WHAT TO DO:
Each line of the data below that includes the string "buttons" must be copied.

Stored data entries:
============
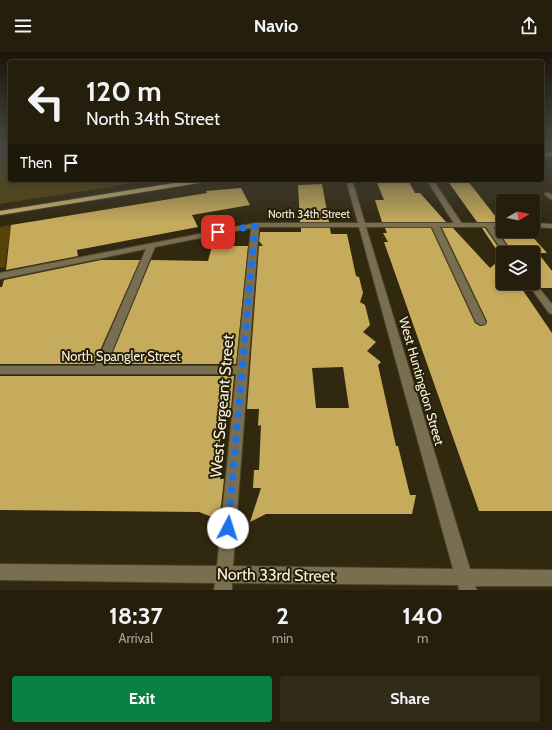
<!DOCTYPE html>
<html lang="en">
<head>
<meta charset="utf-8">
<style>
  body { margin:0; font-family:Cabin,sans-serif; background:#312b1a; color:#f1f3f6; height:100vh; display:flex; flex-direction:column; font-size:15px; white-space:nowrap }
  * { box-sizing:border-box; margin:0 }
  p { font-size:13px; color:#a3a29d }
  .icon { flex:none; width:22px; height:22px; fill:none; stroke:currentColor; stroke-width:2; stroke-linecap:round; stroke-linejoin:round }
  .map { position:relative; height:538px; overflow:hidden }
  .sheet { display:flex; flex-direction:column; background:#251e0c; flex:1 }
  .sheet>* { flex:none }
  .guide { position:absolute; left:8px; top:8px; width:536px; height:122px; border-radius:4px; box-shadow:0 2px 6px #0003,0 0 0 1px #423c2d; background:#251e0c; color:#f1f3f6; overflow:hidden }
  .needle { width:26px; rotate:81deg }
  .buttons { position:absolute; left:496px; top:142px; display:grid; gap:8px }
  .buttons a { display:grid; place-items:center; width:44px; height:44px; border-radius:4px; background:#251e0c; box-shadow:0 2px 6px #0003,0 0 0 1px #423c2d; font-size:20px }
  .pin { position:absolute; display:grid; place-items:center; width:34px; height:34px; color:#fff; margin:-17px; border-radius:8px; box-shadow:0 2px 6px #0006 }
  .me { position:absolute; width:44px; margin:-22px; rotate:5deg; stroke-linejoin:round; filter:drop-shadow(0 0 3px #0008) }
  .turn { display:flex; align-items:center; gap:14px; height:84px; padding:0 12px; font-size:18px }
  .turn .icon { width:52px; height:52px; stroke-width:2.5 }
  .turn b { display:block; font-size:28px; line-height:34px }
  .then { display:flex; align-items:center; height:38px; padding:0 12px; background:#0003; gap:8px; font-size:15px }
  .eta { display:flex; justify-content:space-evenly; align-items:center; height:68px; text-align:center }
  .eta b { font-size:24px; font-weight:800; line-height:28px }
  .cta { display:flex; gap:8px; margin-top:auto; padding:8px 12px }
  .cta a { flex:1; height:46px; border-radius:4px; background:#0b8043; color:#fff; font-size:16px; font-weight:800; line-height:46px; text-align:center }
  .cta a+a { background:#312b1a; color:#f1f3f6 }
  header { display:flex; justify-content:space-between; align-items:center; height:52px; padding:0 12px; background:#251e0c; font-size:18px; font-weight:800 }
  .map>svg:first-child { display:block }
  .green { fill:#554308 }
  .building { fill:#c7ab5c; fill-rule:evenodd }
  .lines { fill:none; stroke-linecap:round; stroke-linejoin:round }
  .service-casing { stroke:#4d442e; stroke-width:2 }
  .minor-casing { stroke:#4d442e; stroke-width:2 }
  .primary-casing { stroke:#4d442e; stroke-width:2 }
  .service { fill:#7a6e50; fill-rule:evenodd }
  .minor { fill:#7a6e50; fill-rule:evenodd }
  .primary { fill:#cbb372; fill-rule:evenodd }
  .route { stroke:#1a73e8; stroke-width:7; stroke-dasharray:0 12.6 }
  .labels { text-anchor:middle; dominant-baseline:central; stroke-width:4; stroke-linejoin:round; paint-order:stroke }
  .far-street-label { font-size:11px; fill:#f8f3e4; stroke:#271f06 }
  .street-label { font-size:13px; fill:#f8f3e4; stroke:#271f06 }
  .near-street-label { font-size:16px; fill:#f8f3e4; stroke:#271f06 }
</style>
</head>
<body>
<header><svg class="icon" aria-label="menu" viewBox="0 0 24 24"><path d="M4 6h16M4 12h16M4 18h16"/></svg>Navio<svg class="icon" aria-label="share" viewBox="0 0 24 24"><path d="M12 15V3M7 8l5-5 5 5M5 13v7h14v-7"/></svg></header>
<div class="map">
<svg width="552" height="538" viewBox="0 0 552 538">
  <rect width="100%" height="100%" fill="#312810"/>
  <!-- green -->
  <g class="green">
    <polygon points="0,96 10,96 10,128 154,128 0,152"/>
    <polygon points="11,173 5,215 0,216 0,175"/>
  </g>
  <!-- building -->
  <g class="building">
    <polygon points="376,128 408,128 415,141 420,141 446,170 382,170 375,148 384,148"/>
    <polygon points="447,128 467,128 500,170 477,170"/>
    <polygon points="322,132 329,170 300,170 298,133"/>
    <polygon points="241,136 250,153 192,163 198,175 77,198 78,204 6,218 11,173 207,141 206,139"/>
    <path d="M301,176H330L331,182H347L356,224L359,225L363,241L360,250L365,253L370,273L363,280L376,290L367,299L381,310L378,313L396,394H398L410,443H416L412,462H266L250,470L261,436H253L254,418H259L261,373L258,374L259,357H247L259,194H263L259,189L260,180H301ZM343,315L349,356H316L312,316Z"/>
    <polygon points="385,176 431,176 475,271 480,274 485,273 487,269 442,176 453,176 490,216 502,206 482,176 485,176 503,202 503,231 526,231 529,237 522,237 552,281 552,459 479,459 384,190 388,190 383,181 387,181"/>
    <polygon points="496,176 503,176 503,179 507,179 509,181 530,182 547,201 538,201 552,219 552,236 541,236 533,228 533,201 513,201"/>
    <polygon points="212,194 248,194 236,312 108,312 151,208 208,209"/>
    <polygon points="101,208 140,208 94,312 0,312 0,235 2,235 4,228"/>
    <polygon points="0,324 234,324 231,356 228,356 219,393 223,393 220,427 224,427 221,454 217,467 199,460 0,458"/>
  </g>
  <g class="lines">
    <defs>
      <g id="service">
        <polygon points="427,128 433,128 463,173 462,175 456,175"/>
        <polygon points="545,141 549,141 552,143 552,148 545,143"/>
        <polygon points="432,171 438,171 439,173 486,270 485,272 481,273 476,270 431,173"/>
      </g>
      <g id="minor">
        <path d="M346,128H352L365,171H503V175H493L512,201H504L486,175H366L470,517L552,518V534H475L477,538H459L458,533L232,531V538H214L215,531L0,528V512L217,514L236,322H0V314H95L146,197L0,227V221L255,171H358ZM259,175H359L453,517L233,514ZM251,176L237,314H106L155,195Z"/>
        <polygon points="533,171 552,172 552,176 533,175"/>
        <polygon points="533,229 552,252 552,262 549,261 527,231 533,231"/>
      </g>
      <g id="primary">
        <polygon points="552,100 552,104 542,105 542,101"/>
        <polygon points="193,128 208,128 205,130 0,163 0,159"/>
      </g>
    </defs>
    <!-- service casing -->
    <use href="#service" class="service-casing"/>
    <!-- minor casing -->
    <use href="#minor" class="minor-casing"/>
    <!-- primary casing -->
    <use href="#primary" class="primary-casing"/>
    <!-- service -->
    <use href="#service" class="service"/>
    <!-- minor -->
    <use href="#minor" class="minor"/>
    <!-- primary -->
    <use href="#primary" class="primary"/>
  </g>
  <!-- sky -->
  <linearGradient id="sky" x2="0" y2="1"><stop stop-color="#1b1609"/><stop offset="0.56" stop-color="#484842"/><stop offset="1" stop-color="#484842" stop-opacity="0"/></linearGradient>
  <rect width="552" height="171" fill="url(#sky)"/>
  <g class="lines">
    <!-- route -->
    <polyline class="route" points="218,180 255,174 228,476"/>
  </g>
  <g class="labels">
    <!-- far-street labels -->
    <g class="far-street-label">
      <text x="309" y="162">North 34th Street</text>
    </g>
    <!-- street labels -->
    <g class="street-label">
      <text x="121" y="304">North Spangler Street</text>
      <text transform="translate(422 329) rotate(74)">West Huntingdon Street</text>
    </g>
    <!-- near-street labels -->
    <g class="near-street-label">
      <text transform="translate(222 354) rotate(-85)">West Sergeant Street</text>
      <text transform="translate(276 523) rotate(1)">North 33rd Street</text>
    </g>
  </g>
</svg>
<div class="buttons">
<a><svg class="needle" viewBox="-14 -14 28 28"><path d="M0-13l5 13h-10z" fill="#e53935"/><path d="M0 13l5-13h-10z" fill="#a3a29d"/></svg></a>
<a><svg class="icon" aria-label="layers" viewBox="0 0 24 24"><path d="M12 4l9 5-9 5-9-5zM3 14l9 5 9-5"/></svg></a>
</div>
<div class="pin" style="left:218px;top:180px;background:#d93025"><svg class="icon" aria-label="arrive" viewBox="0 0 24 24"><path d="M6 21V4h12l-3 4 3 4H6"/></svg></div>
<svg class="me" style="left:228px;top:476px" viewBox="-20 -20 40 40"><circle r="19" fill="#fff"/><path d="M0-13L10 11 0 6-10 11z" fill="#1a73e8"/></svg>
<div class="guide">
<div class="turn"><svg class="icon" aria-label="left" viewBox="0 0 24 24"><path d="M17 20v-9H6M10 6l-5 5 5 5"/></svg><div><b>120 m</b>North 34th Street</div></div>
<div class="then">Then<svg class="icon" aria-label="arrive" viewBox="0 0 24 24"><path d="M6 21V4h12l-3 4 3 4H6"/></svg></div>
</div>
</div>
<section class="sheet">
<div class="eta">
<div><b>18:37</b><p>Arrival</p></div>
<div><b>2</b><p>min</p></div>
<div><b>140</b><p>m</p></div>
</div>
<div class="cta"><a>Exit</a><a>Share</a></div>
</section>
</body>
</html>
============
WORKED SOLUTION:
  .buttons { position:absolute; left:496px; top:142px; display:grid; gap:8px }
  .buttons a { display:grid; place-items:center; width:44px; height:44px; border-radius:4px; background:#251e0c; box-shadow:0 2px 6px #0003,0 0 0 1px #423c2d; font-size:20px }
<div class="buttons">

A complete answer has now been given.